So, for instance say if I want two different fruits for the day. A half pint of fruit #1 and a half pint of fruit #2. That means a pint total for the day...so I'd need about 300 pints of fruit to get me through til the next harvest (assuming 10 months of non-productive time), if the need arose say at the end of the current harvest. Likewise, with veggies. If you want three 1/2 pint servings, then you need 50 percent more or 450 pints each of fruits and 450 of veggies. Having a variety in that 450 number is also important for maximum nutrition and would make meals more interesting.
You have to figure out what you actually feed the family now, and then do the math from there. My calculations are for one person, so with five in your family, it will add up quickly.
However, you don't have to can everything. If you dry some, keep some fresh without preserving, like potatoes, carrots, garlic, winter squash, onions, and perhaps beets, rutabaga, all of which store for several months under the correct conditions, you can use those for the first few months post-harvest, and save the canned stuff for later, thus reducing the need for a portion of the calculated canned supplies. Freezing is also possible, and the only drawback to that might be if you think an end-of-the-world event were to take place and you are without electric or major solar to keep the freezers running.
There are so many variable that each household must make its own assessments/calculations based on a multitude of those variables.
Good luck in figuring this out for your family, and congratulations on wanting to make your homestead as self-sufficient as possible.
Oh, of course, there is also the need to have bountiful supplies of food for the critters you may keep, and fertilizer/lime/ability to control pests to water garden crops.
It's not rocket science, but you do have to push the pencil.


----------



## mmoetc (Oct 9, 2012)

What anniew said.

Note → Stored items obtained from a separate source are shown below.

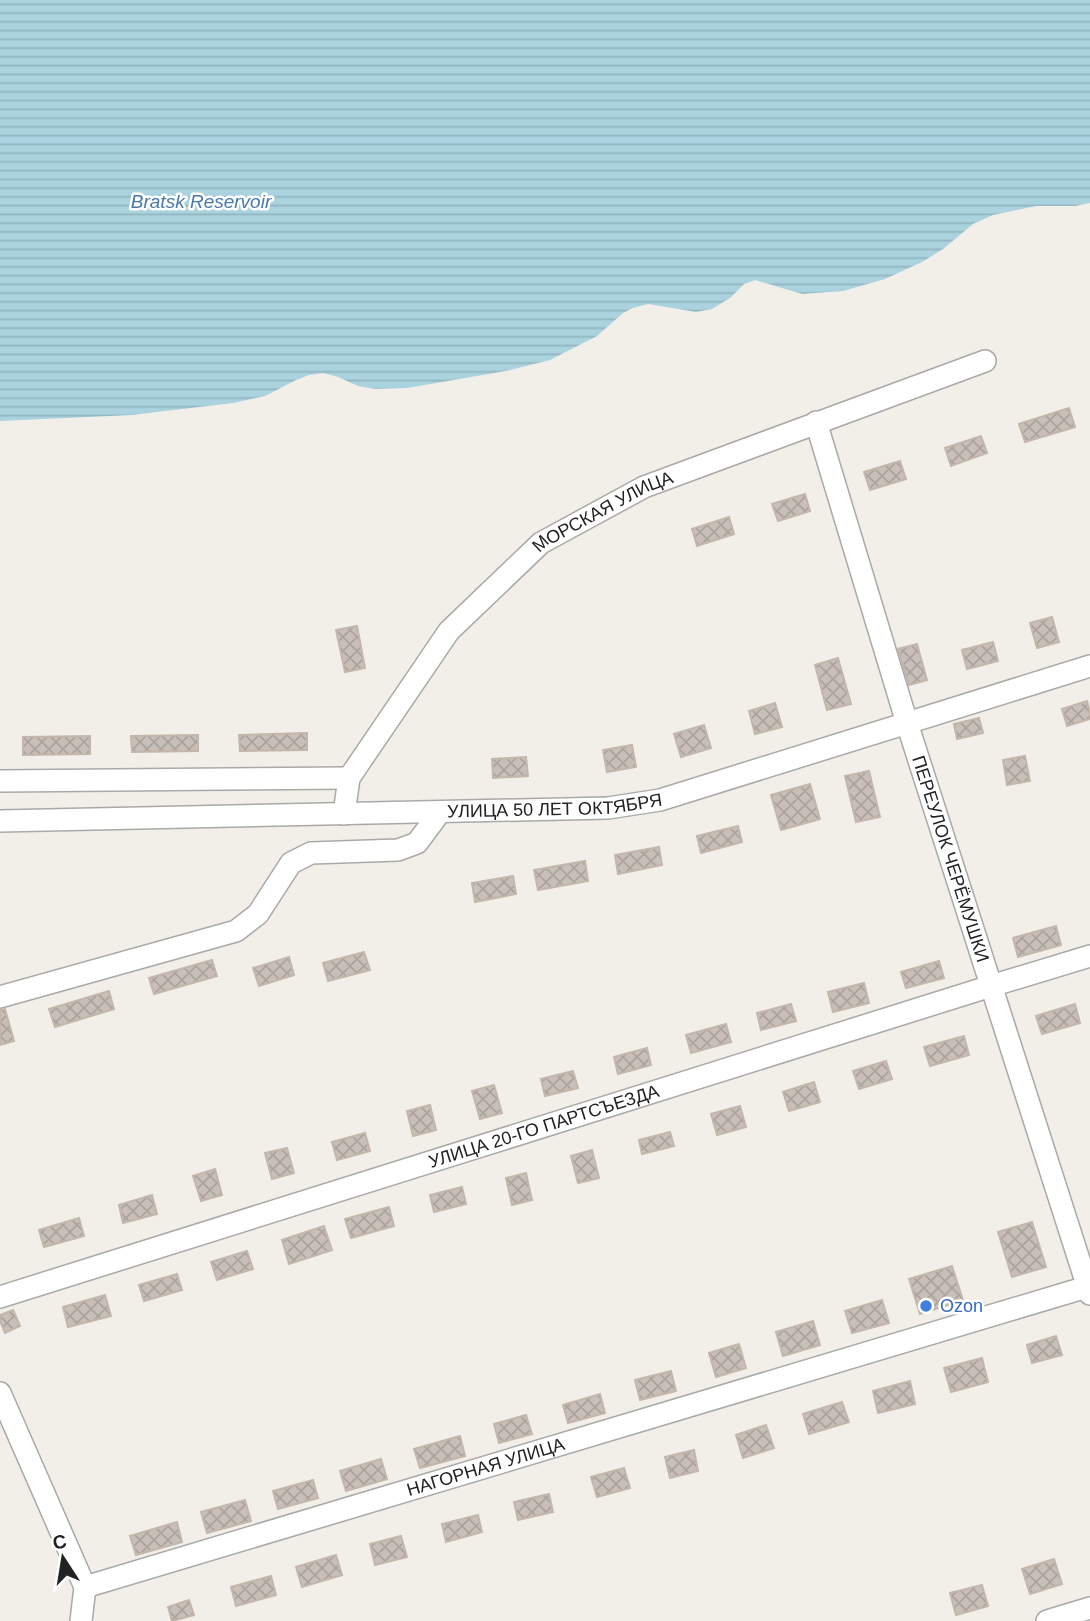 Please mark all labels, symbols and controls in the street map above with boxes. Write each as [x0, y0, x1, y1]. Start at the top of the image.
water label: Bratsk Reservoir [131, 191, 272, 212]
street label: МОРСКАЯ УЛИЦА [528, 467, 676, 556]
street label: ПЕРЕУЛОК ЧЕРЁМУШКИ [908, 753, 993, 964]
street label: УЛИЦА 50 ЛЕТ ОКТЯБРЯ [447, 790, 663, 821]
street label: УЛИЦА 20-ГО ПАРТСЪЕЗДА [426, 1081, 661, 1172]
place label: Ozon [940, 1296, 983, 1316]
marker: Ozon [918, 1298, 934, 1314]
street label: НАГОРНАЯ УЛИЦА [404, 1434, 567, 1500]
north arrow [28, 1523, 98, 1593]
text: С [51, 1530, 69, 1554] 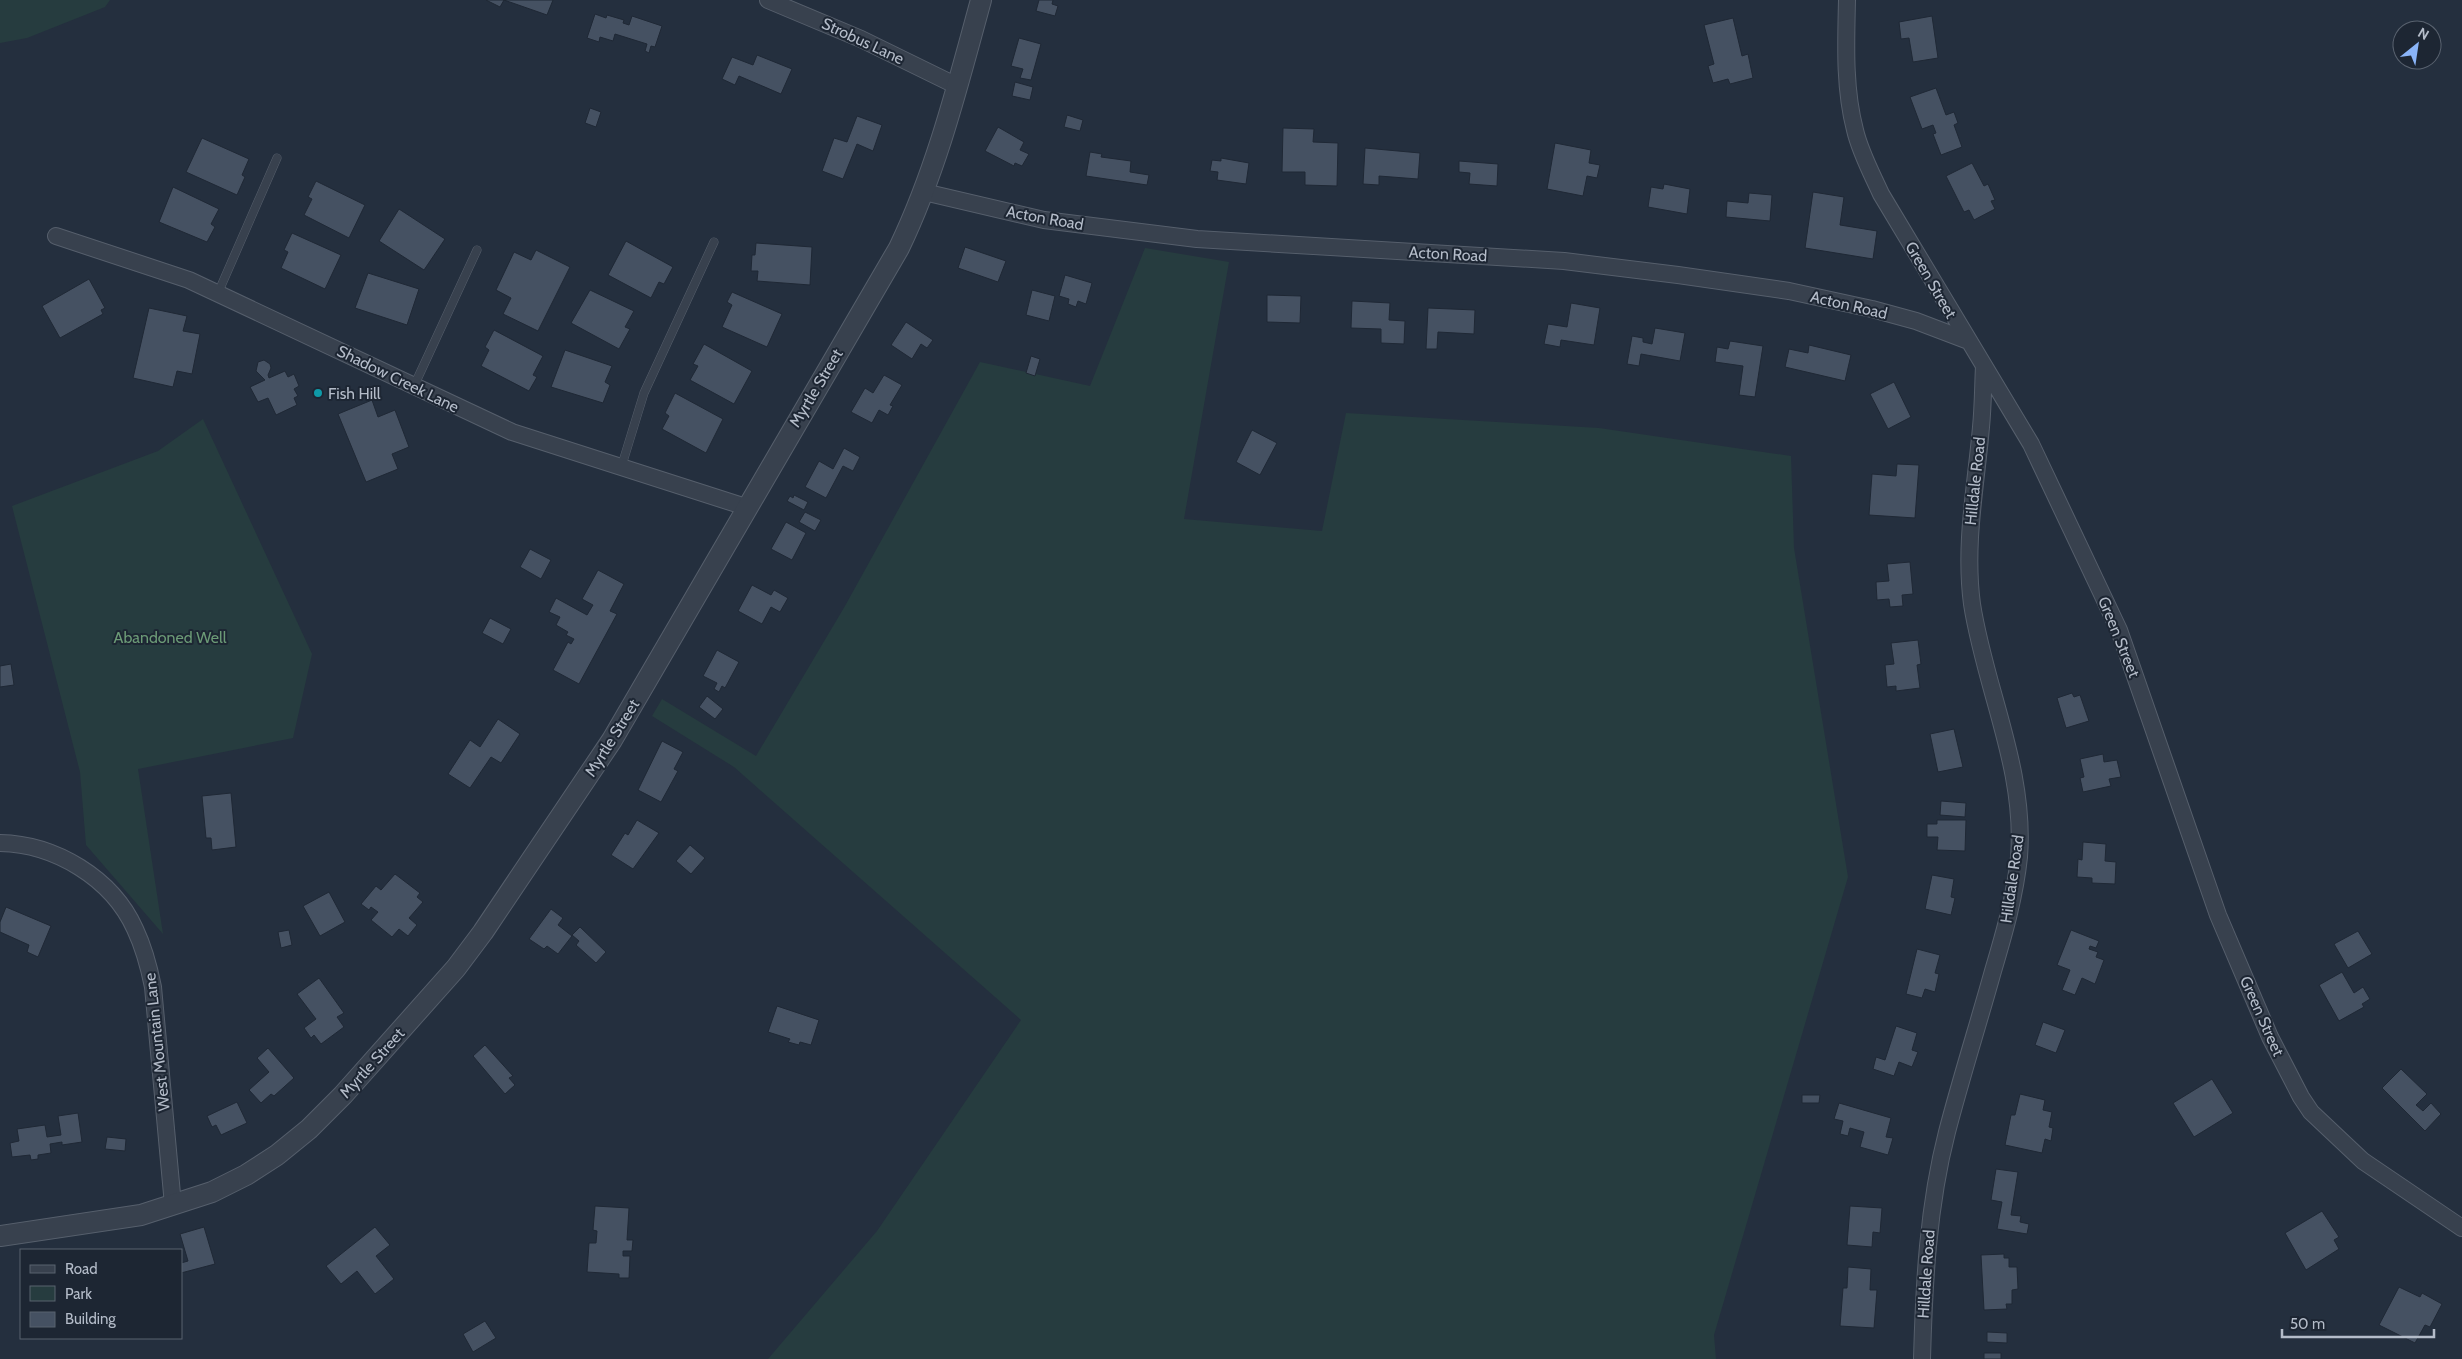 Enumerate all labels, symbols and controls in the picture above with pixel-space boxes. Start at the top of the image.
street label: Strobus Lane [819,14,907,68]
north arrow [2392,20,2442,70]
text: N [2415,23,2432,44]
street label: Acton Road [1005,202,1085,234]
street label: Green Street [1901,238,1961,322]
street label: Acton Road [1408,242,1488,266]
street label: Acton Road [1809,287,1889,323]
street label: Shadow Creek Lane [334,341,462,417]
street label: Myrtle Street [785,345,847,431]
place label: Fish Hill [328,384,381,403]
marker: Fish Hill [312,387,324,399]
street label: Hilldale Road [1961,436,1989,526]
street label: Green Street [2094,594,2144,681]
park label: Abandoned Well [114,628,227,647]
street label: Myrtle Street [581,695,644,780]
street label: Hilldale Road [1996,834,2028,924]
street label: West Mountain Lane [140,972,174,1112]
street label: Green Street [2236,973,2288,1059]
street label: Myrtle Street [336,1024,409,1102]
street label: Hilldale Road [1913,1229,1939,1319]
legend [20,1249,182,1339]
text: Road [65,1260,98,1278]
text: Park [65,1285,92,1303]
scale bar [2282,1306,2434,1338]
text: Building [65,1310,116,1328]
text: 50 m [2290,1315,2325,1333]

The same calculations need to be done at the beginning of the season to determine what you grow and how much.


----------



## hunter63 (Jan 4, 2005)

You are always short jars from the start....add them over the years, ..buy new, yard sales people give them to you.....as your family grows.
So a given number is hard to nail down.....if you have them you will fill them...if not you don't ...and look for more.

Then people in the household tend to leave...and as you get older, eat less, and diet changes.
You end up with boxes of empty jars...So you sell them, or give them away, or end up in your estate....Thus continuing the circle.


----------



## anniew (Dec 12, 2002)

Ooops.. 50 percent more would be 450 pints...in both cases of fruits and veggies...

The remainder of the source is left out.